Due to their high metabolic rate scalloped hammerhead sharks need to consume a large volume of food each day. Young pups in particular need to eat constantly to avoid starvation.
The Scalloped Hammerhead Shark is listed as a critically endangered species on the IUCN red list. The high value of their fins means that they are frequently targeted by illegal fishermen to sell on the Asian market. Hammerheads are also at risk to bycatch of trawlers and long-line fishing, where they can become trapped and drown.
Fortunately the Galapagos Marine Reserve is a safe haven for hammerhead sharks and other marine species. Fishing of protected species in Galapagos waters is illegal and strictly controlled. However, migratory shark species like hammerheads and whale sharks have no protection when they leave the safe waters of Galapagos – a fact that is easily exploited. As recently as the summer of 2020, a huge chinese fishing fleet waited at the border of the Galapagos reserve to catch migratory species as they leave safe waters. Whilst legally there was nothing that Ecuador could do, this practise is highly unethical, and hammerhead sharks are one of the species most affected.
The good news is that hammerhead conservation work is underway to provide better protection for hammerhead sharks. Currently nobody has any idea where the pregnant hammerheads that group together at Darwin and Wolf islands go to give birth. So the Charles Darwin foundation has teamed up with other collaborators to tag 15 pregnant female hammerheads. The idea it to track the movements of these mothers-to-be to locate shark nurseries on the coasts of Central and South America. With better understanding of their behavior, the hope is that we can provide better protection along their migratory birthing routes in the future.

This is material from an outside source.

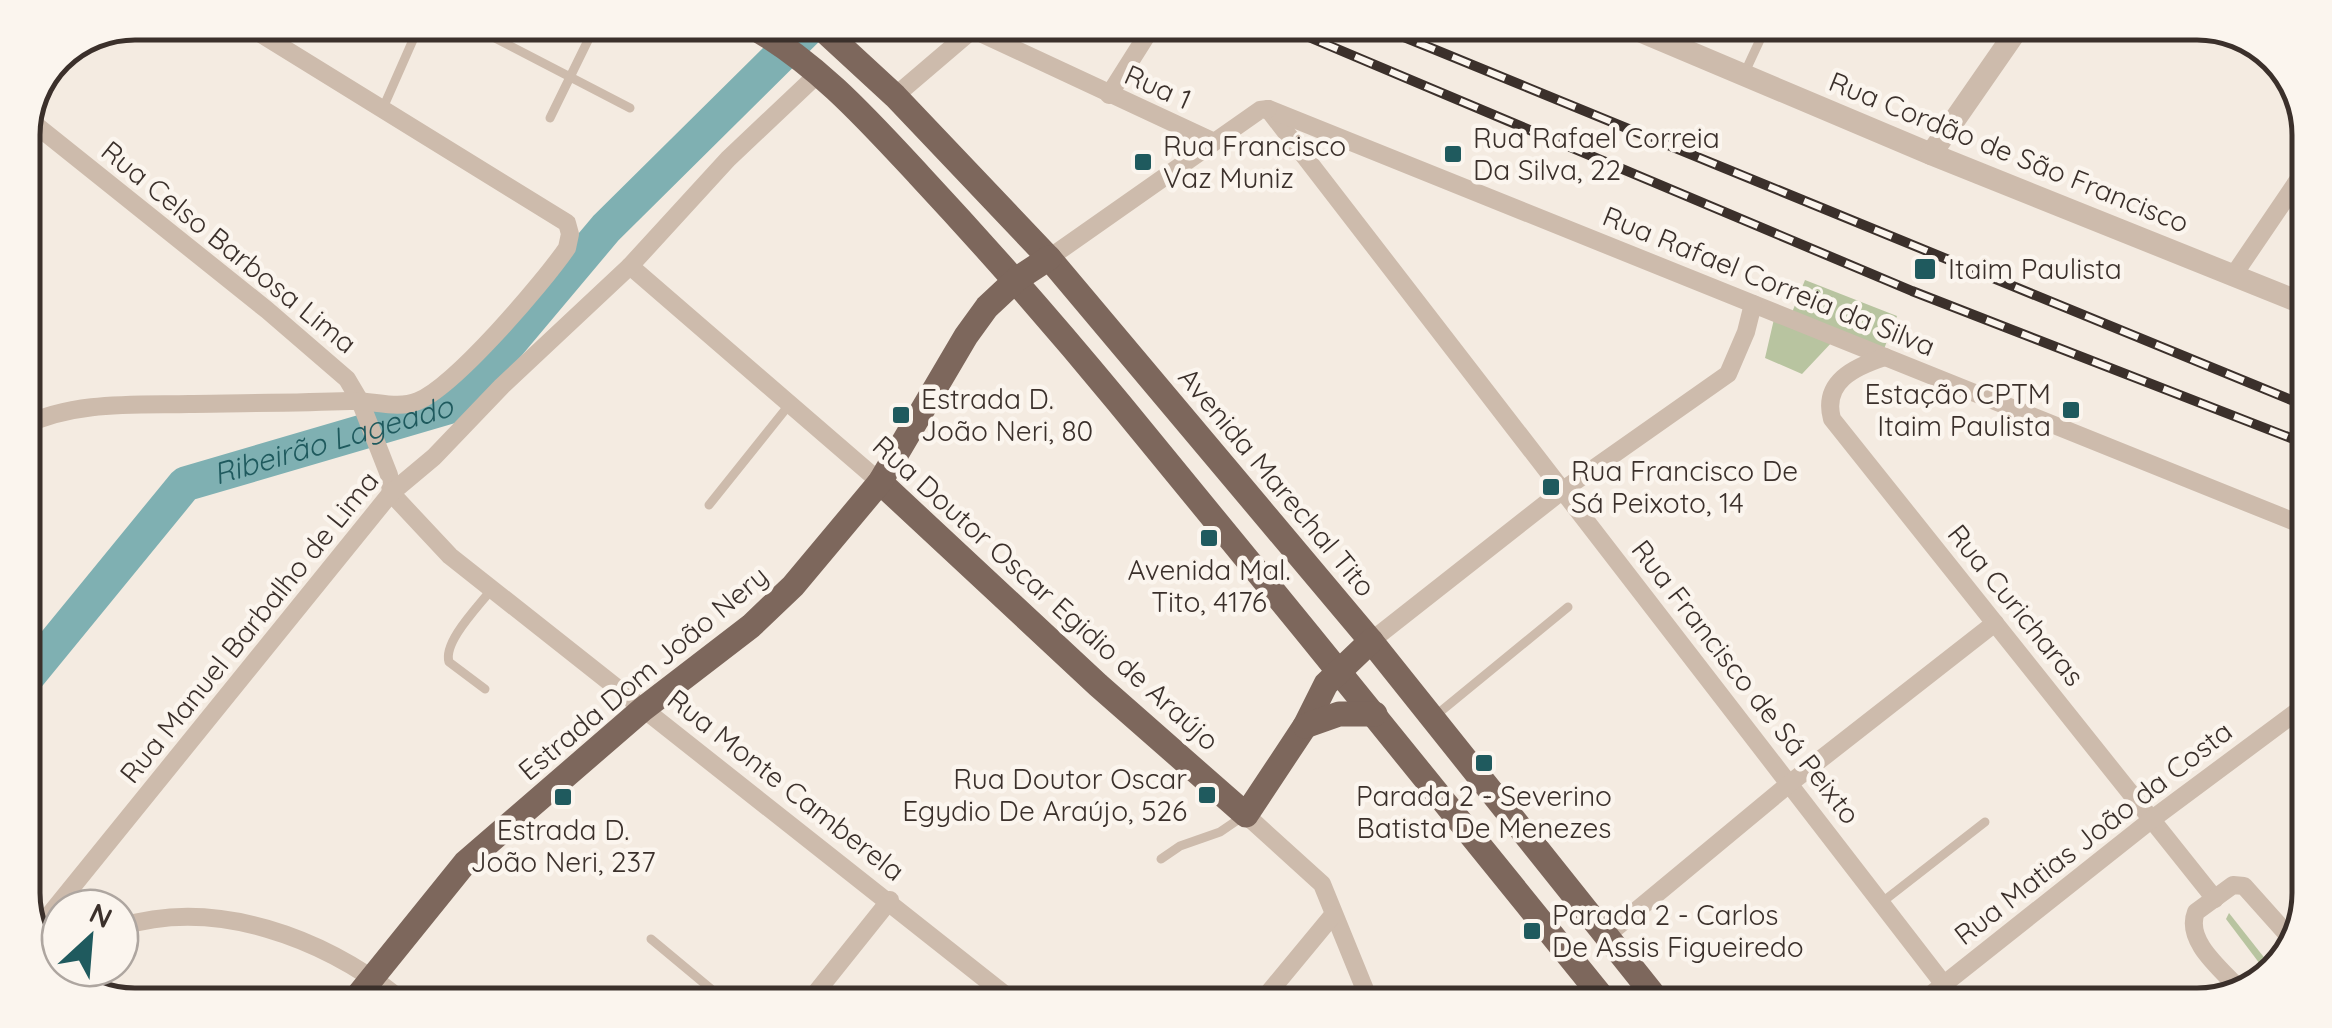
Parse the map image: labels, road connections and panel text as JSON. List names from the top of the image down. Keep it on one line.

If you enjoyed this article, then check out our blogs about Whale Sharks at Galapagos or other species of Galapagos shark. We also have informative blogs about Galapagos tropical fish and whale watching at the Galapagos islands.
In conclusion, an encounter with a Galapagos hammerhead shark could be one of your top Galapagos highlights. Just follow our advice and recommendations in this blog to improve your chances of seeing them. Few other dive destinations in the world will get you this close to large schools of hammerhead sharks. We are talking an amazing bucket list experience!